§ Source material:

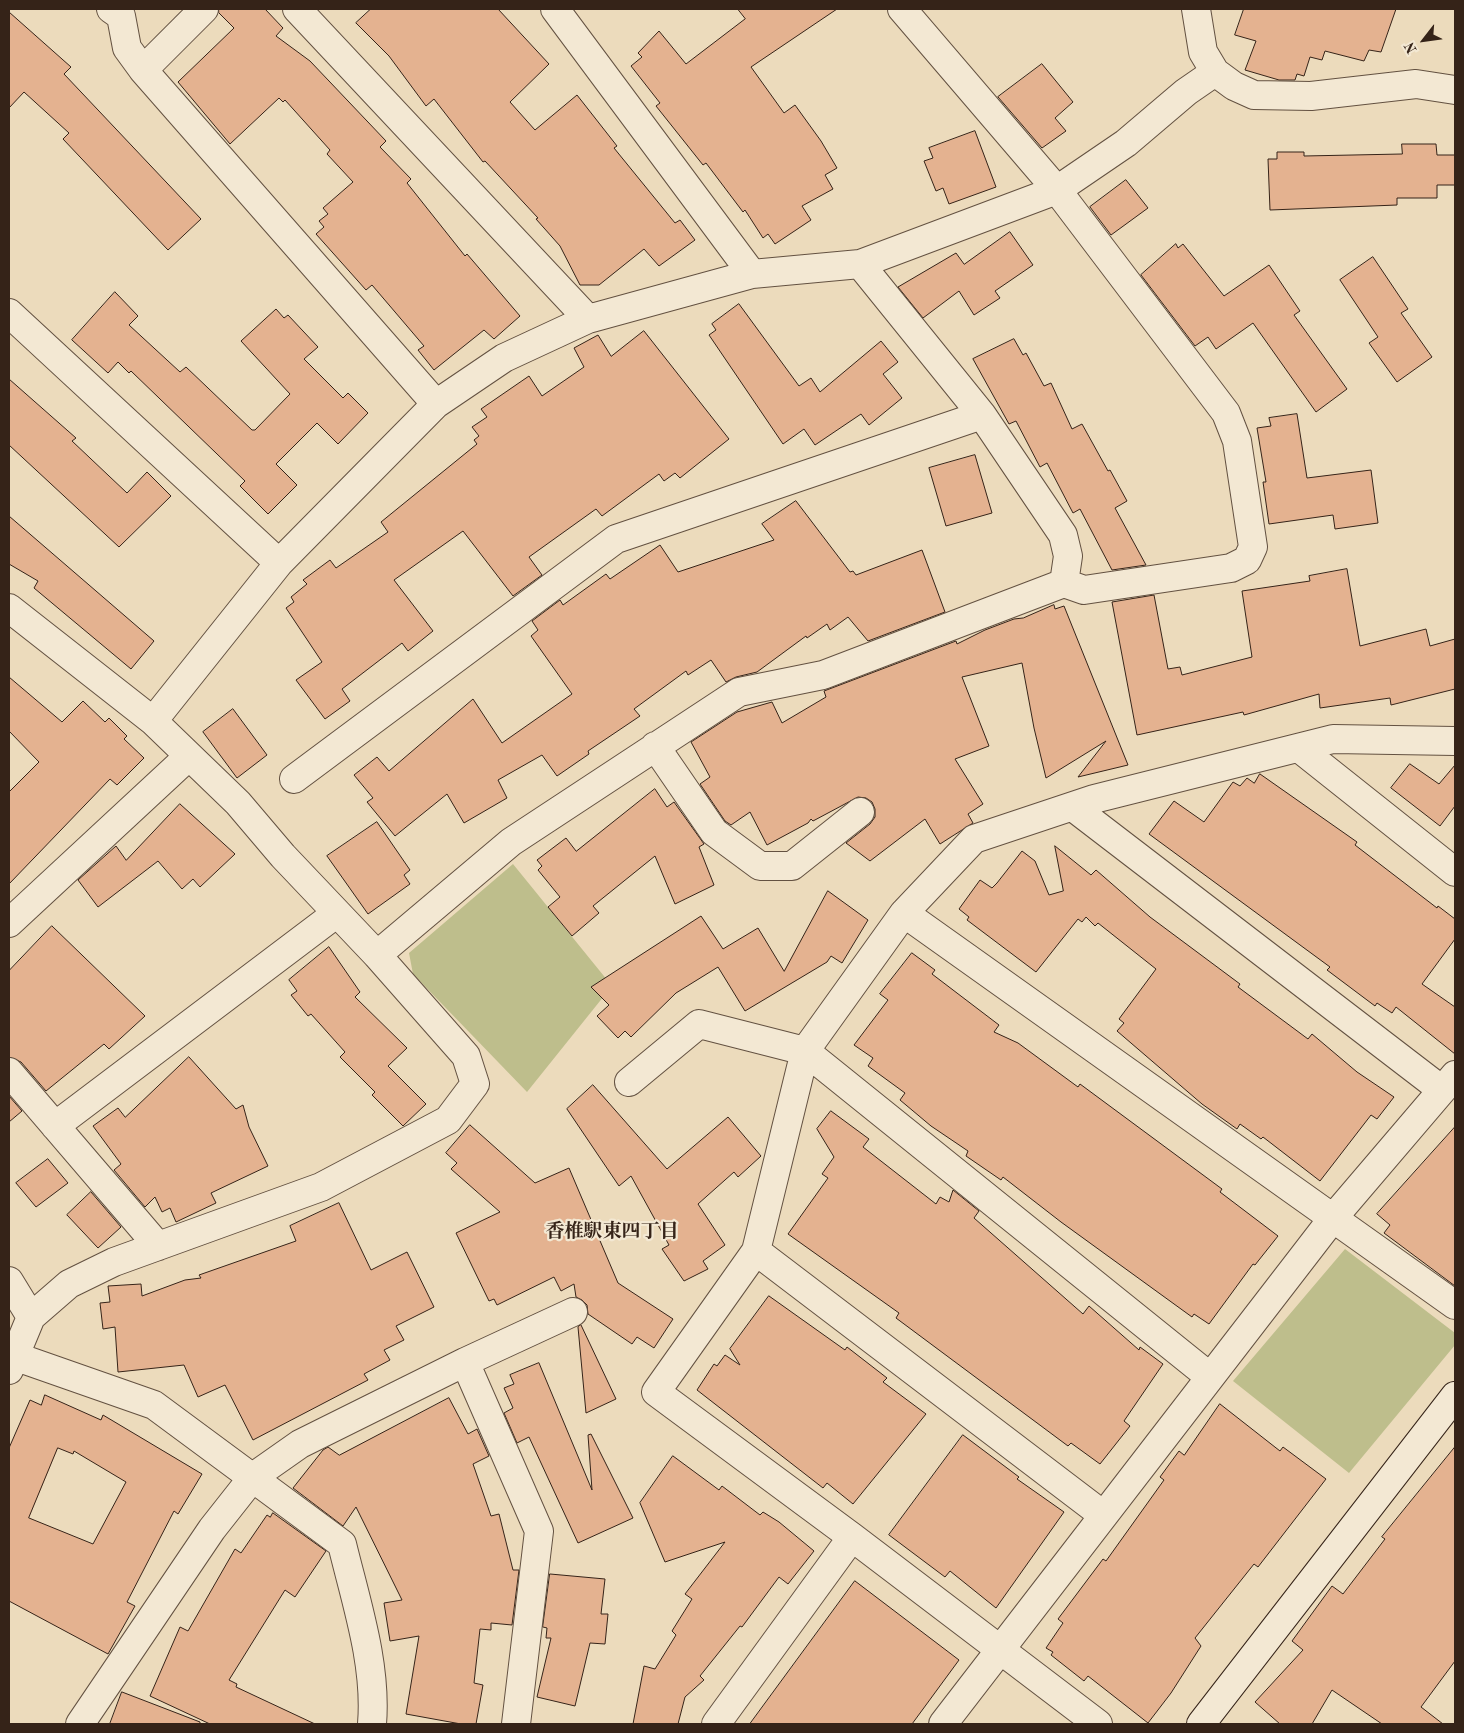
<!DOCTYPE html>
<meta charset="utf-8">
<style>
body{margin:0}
#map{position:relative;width:1464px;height:1733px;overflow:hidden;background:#ecdbbc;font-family:"Old Standard TT",serif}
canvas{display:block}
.frame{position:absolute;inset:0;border:10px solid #352318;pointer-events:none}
.north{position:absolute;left:1399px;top:15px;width:50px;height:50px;-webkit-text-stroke:4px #f3e8d3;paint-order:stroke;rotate:240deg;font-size:14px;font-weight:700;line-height:20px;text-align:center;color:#352318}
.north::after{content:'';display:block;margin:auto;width:18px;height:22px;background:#352318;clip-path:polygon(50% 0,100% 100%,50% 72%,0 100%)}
</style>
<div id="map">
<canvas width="1464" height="1733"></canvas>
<div class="frame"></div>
<div class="north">N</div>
</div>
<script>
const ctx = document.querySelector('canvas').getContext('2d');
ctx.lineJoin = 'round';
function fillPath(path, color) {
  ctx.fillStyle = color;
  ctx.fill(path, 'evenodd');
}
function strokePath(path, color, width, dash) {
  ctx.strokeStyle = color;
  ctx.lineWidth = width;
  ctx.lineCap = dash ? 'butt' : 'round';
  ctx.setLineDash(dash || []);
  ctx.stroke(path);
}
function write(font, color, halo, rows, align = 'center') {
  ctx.font = font + ' "Old Standard TT","Noto Serif JP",serif';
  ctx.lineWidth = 4.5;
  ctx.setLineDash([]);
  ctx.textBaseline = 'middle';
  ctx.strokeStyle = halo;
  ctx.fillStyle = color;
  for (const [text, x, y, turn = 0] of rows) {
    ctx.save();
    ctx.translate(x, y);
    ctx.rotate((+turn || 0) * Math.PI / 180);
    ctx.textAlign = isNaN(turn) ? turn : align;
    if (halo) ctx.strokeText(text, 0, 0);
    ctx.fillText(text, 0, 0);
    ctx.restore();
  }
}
fillPath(new Path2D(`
 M513,864L612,986L527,1092L413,974L409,953Z
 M1345,1249L1455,1333V1345L1349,1473L1233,1381Z`), '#bebe8c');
const building = new Path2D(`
 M219,9H265L283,28L276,36L310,61L386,141L380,147L411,179L407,183L465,256L467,254L520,316L494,339L484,330L434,370L418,350L424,346L372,285L366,290L316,234L324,227L319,221L328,214L323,208L353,182L327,154L330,150L285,100L283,102L279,98L230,144L178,82L234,28L219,13Z
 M371,9H498L549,64L510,102L535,130L577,95L617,146L614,148L675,223L680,220L695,240L659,266L644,249L599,285H580L560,246L536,219L538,218L485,161L483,162L434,99L426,106L389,56L356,23Z
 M738,9H837L751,67L784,113L795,105L821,141L837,168L825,175L833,189L802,206L811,220L775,244L768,234L763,238L745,210L743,212L706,163L703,165L656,106L660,103L631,66L642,57L638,53L659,31L686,64L745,19Z
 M1244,9H1396L1381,52L1369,50L1364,61L1325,51L1322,60L1310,57L1304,76L1297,74L1295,80H1279L1245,70L1256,41L1235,35Z
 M9,12L71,67L64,74L201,219L168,250L63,139L69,133L24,92L9,108Z
 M1042,64L1073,102L1055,118L1066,131L1042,148L998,97Z
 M975,131L996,187L949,204L943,188L936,191L924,161L933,158L929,148Z
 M1402,144H1436L1437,155H1455V185H1437V198H1397V205L1270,210L1268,159H1277V152H1304V156L1402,154Z
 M1126,180L1148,208L1111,235L1090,207Z
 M1010,232L1033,265L995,291L1000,298L974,315L959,291L923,318L898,287L956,253L964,264Z
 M1176,244L1178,248L1183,244L1224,296L1269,265L1300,311L1294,315L1347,389L1316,412L1253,323L1216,349L1208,337L1195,346L1141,275Z
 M1373,257L1408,309L1401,313L1432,357L1397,382L1369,343L1378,337L1340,280Z
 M115,292L138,316L129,325L180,372L186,367L252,430H255L290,394L241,341L276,309L284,318L288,315L318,347L304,359L343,398L348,393L368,413L338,444L317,423L276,464L297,485L268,514L240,486L245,481L131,371L129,373L118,362L108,373L72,340Z
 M739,304L799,386L811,378L820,392L881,341L898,362L883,374L902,398L869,425L861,414L815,445L804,429L783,444L709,335L716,330L712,324Z
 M644,331L729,439L680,478L675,473L664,481L659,474L602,516L596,509L529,557L542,575L513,596L463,531L394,580L433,631L408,651L402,643L342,689L350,701L325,719L296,680L322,662L286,608L294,602L291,597L307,584L303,580L330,560L336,568L388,532L381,522L477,444L474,440L479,436L472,427L487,417L481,409L529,376L542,396L584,367L574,348L598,335L611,356Z
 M1014,339L1023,355L1026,353L1044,386L1051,383L1072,429L1082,424L1108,471L1110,470L1127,501L1115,508L1146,565L1112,570L1080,509L1073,513L1047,463L1040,467L1016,421L1009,424L973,359Z
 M9,379L76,438L72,441L127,493L147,472L171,496L119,547L9,445Z
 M1297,414L1307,478L1371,470L1378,523L1335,529L1333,515L1269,524L1263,482H1266L1257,428L1271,426L1269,418Z
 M975,455L992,513L946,526L929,468Z
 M796,501L850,572L853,571L856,575L922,550L945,612L868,641L848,617L830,630L827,624L807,638L806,636L757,672L736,677L726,682L711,660L688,675L686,671L634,709L640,716L588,751L589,754L557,776L542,755L498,780L507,798L464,823L447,794L395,836L367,802L373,798L354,775L377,757L389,771L473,699L502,743L572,694L531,636L538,630L532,621L560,600L563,605L606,574L610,579L660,545L678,572L774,540L762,524Z
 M9,516L154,641L131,669L34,588L38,581L9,564Z
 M1347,569L1360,646L1426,629L1430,646L1455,639V689L1391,705L1390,698L1320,708L1319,694L1244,715L1243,712L1137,735L1112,602L1154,595L1168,669L1180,667L1182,675L1252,657L1242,591L1310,581L1309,576Z
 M1054,605L1055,609L1064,606L1128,765L1078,777L1106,741L1046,778L1034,728L1022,663L962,677L989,746L955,759L983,804L968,814L973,823L940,844L925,819L870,861L846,843L870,824L875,817V809L872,802L866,798L858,797L813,821L811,819L808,823L767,845L750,812L731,825L725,821L700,784L710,777L691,742L737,712L772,702L782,723L826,697L824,691L956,641L957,644L985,630L1014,619L1023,618Z
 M9,677L62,722L83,701L105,722L109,718L127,736L124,739L144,758L117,785L110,779L9,884V792L39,762L9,731Z
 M233,709L267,755L237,778L203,732Z
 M1410,764L1439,784L1455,765V806L1440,826L1391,788Z
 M1260,774L1357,842L1355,845L1437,908L1438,906L1455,919V939L1422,984L1455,1007V1054L1396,1007L1392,1013L1377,1003L1375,1006L1327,970L1330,967L1149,834L1174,801L1204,822L1233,782L1240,786L1247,778L1254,783Z
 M655,789L667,807L674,802L704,844L699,847L714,885L675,904L655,856L593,906L599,913L572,936L548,907L560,897L538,870L542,866L537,860L566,838L576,851Z
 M180,804L235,854L200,887L193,879L182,889L158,861L98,907L78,880L116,846L126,860Z
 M377,822L410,870L404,875L410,884L368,914L327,856Z
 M1055,846L1091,875L1096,870L1150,917L1240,984L1238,987L1308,1039L1312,1034L1357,1072L1394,1097L1377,1119L1371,1115L1320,1181L1263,1137L1261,1139L1240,1124L1237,1129L1202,1104L1117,1031L1124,1023L1119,1019L1156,969L1098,923L1095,926L1086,917L1082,922L1078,919L1036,972L967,920L969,917L959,909L980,880L992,888L997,883L1022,851L1035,861L1049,895L1063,891Z
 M828,891L868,920L842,963L831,956L827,962L745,1011L718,967L676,993L631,1037L625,1031L618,1038L597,1016L609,1005L591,987L701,916L723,949L758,928L784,971Z
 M52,926L145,1016L109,1049L104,1044L46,1091L21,1062L9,1057V971Z
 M329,947L360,992L355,997L407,1048L388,1066L426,1104L403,1126L372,1095L375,1092L340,1057L345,1052L311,1014L308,1016L291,995L297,991L289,980Z
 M912,953L935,970L932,974L999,1025L994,1032L1018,1043L1078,1087L1080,1084L1222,1189L1220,1192L1278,1236L1255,1265L1253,1264L1209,1324L1194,1314L1192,1317L1061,1222L1003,1177L1001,1180L966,1156L968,1151L931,1126L900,1100L905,1093L868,1066L873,1058L854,1045L888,1000L880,994Z
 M189,1057L236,1109L243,1105L249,1127L268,1166L211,1193L216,1203L176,1222L170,1208L162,1212L155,1197L145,1207L114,1170L121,1164L93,1126L118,1108L125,1117Z
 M593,1085L667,1169L728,1117L761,1156L738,1177L734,1172L698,1204L725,1245L703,1261L708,1269L684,1281L662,1249L669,1245L631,1176L619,1186L567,1109Z
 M9,1096L22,1111L9,1122Z
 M831,1111L869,1139L863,1147L936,1204L940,1197L949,1202L953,1190L979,1211L974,1218L1083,1314L1089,1306L1139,1350L1140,1347L1163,1364L1124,1421L1130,1426L1100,1464L1071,1443L1068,1446L896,1318L899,1313L788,1234L828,1178L822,1174L834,1157L817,1129Z
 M470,1125L535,1183L569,1168L618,1283L673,1319L654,1348L637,1337L632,1344L588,1314L587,1305L582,1300L576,1297L574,1284L561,1291L554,1277L497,1305L494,1299L489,1301L456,1233L500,1212L451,1169L457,1163L446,1153Z
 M1455,1127V1286L1384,1233L1390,1225L1377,1214Z
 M48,1159L68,1183L36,1207L16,1183Z
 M91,1192L121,1227L98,1248L67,1215Z
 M339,1203L371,1270L407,1252L434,1307L396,1326L404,1340L384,1350L390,1360L364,1374L368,1380L253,1440L225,1385L198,1397L184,1365L118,1372L115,1327L103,1329L100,1303L110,1302L108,1286L141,1284L142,1296L185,1280L201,1278L199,1275L296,1241L290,1226Z
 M769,1296L845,1350L847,1347L887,1378L883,1382L926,1414L853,1504L827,1483L823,1488L697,1390L714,1364L717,1366L725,1355L740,1365L730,1349Z
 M581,1325L616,1399L586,1413L578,1327Z
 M539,1363L592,1490L588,1435L591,1434L633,1518L578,1543L529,1437L517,1443L504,1413L513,1408L504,1388L514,1384L510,1375Z
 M45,1395L101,1420L103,1415L202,1474L178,1514L174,1511L127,1602L135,1606L108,1654L9,1601V1448L30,1400L41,1405ZM58,1448L73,1454L74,1451L126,1482L93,1544L29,1518Z
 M449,1398L468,1434L477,1429L489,1456L473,1464L491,1516L499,1514L513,1570H519L512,1625L491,1623V1630L480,1629L474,1683L483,1685L476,1724H461L406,1714L419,1636L390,1641L384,1603L402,1600L356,1507L343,1526L293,1488L323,1450L328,1447L339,1455Z
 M1220,1404L1280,1451L1283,1447L1326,1479L1258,1567L1254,1564L1195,1638L1201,1646L1171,1693L1148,1723L1088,1676L1084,1681L1051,1655L1053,1652L1046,1648L1063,1623L1058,1619L1103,1559L1106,1561L1164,1480L1160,1477L1179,1451L1184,1455Z
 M963,1435L1019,1477L1017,1479L1064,1512L996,1608L950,1571L945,1577L889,1535Z
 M1455,1447V1661L1421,1707L1443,1724H1382L1332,1690L1312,1724H1280L1255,1702L1303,1650L1292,1641L1332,1586L1343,1594L1385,1539L1382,1537Z
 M673,1456L719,1490L722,1486L760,1515L763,1512L779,1522L814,1551L788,1584L779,1577L742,1627L740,1626L700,1676L704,1680L685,1697L678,1724H633L644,1666L655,1669L676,1635L672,1631L692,1599L685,1594L725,1542L665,1562L640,1503Z
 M273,1513L326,1551L295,1597L285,1590L229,1680L237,1684L236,1687L315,1724H210L150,1696L180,1627L188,1631L235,1549L241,1553L267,1515L270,1517Z
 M550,1574L605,1579L601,1614H608L605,1644L590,1643L575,1706L537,1697L551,1638H546L547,1628L543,1627Z
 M855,1581L959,1660L912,1724H750Z
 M122,1692L200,1722V1724H110Z`);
fillPath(building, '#e4b290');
strokePath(building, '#352318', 1);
const street = new Path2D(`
 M111,9L121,16L127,48L143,70
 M204,9L143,70L436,404
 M297,9L588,319
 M555,9L752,274
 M902,9L1057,190L1226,413L1237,441L1253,547L1247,560L1231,568L1084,590L1064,583
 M1196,9L1203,52L1215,72L1234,86L1254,95L1311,96L1416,84L1455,90
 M9,313L279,563
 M9,608L153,721L238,803L283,856L377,955L466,1056L475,1084L448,1120L321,1187L114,1262L69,1284L31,1317L9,1370
 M153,721L279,563L436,404L504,358L588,319L752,274L860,264L1057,190L1126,143L1186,92L1215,72
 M655,746L714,832L760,866H792L860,812
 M1299,748L1455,872
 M294,779L616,539L982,415
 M1073,807L1442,1090
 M904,913L1455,1305
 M9,923L189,756
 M377,955L511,842L739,692L823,675L1064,583L1068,556L1063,535L982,415L860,264
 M9,1072L158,1246
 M629,1082L699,1024L805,1051L1210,1377
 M55,1126L337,913
 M756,1251L1103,1515
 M9,1281L31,1317
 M14,1356L154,1405L342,1544C356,1602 377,1664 372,1724
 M465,1362L539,1531L516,1724
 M80,1724L212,1529L253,1477L300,1444L465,1362L573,1312
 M716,1724L852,1537
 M943,1724L1333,1218L1455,1075
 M1098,1724L852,1537L656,1392L756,1251L805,1051L904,913L974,839L1094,799L1333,739L1455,741`);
const secondary = new Path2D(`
 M1201,1724L1455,1396`);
strokePath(street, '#635141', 30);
strokePath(secondary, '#352318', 30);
strokePath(street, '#f3e8d3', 28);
strokePath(secondary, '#f3e8d3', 28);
write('bold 19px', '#352318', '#f3e8d3', [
 ["香椎駅東四丁目",612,1232]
]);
</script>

§ How to complete this task: Show me all lines in the records that contain "strokeStyle".

§ Completed exercise:
  ctx.strokeStyle = color;
  ctx.strokeStyle = halo;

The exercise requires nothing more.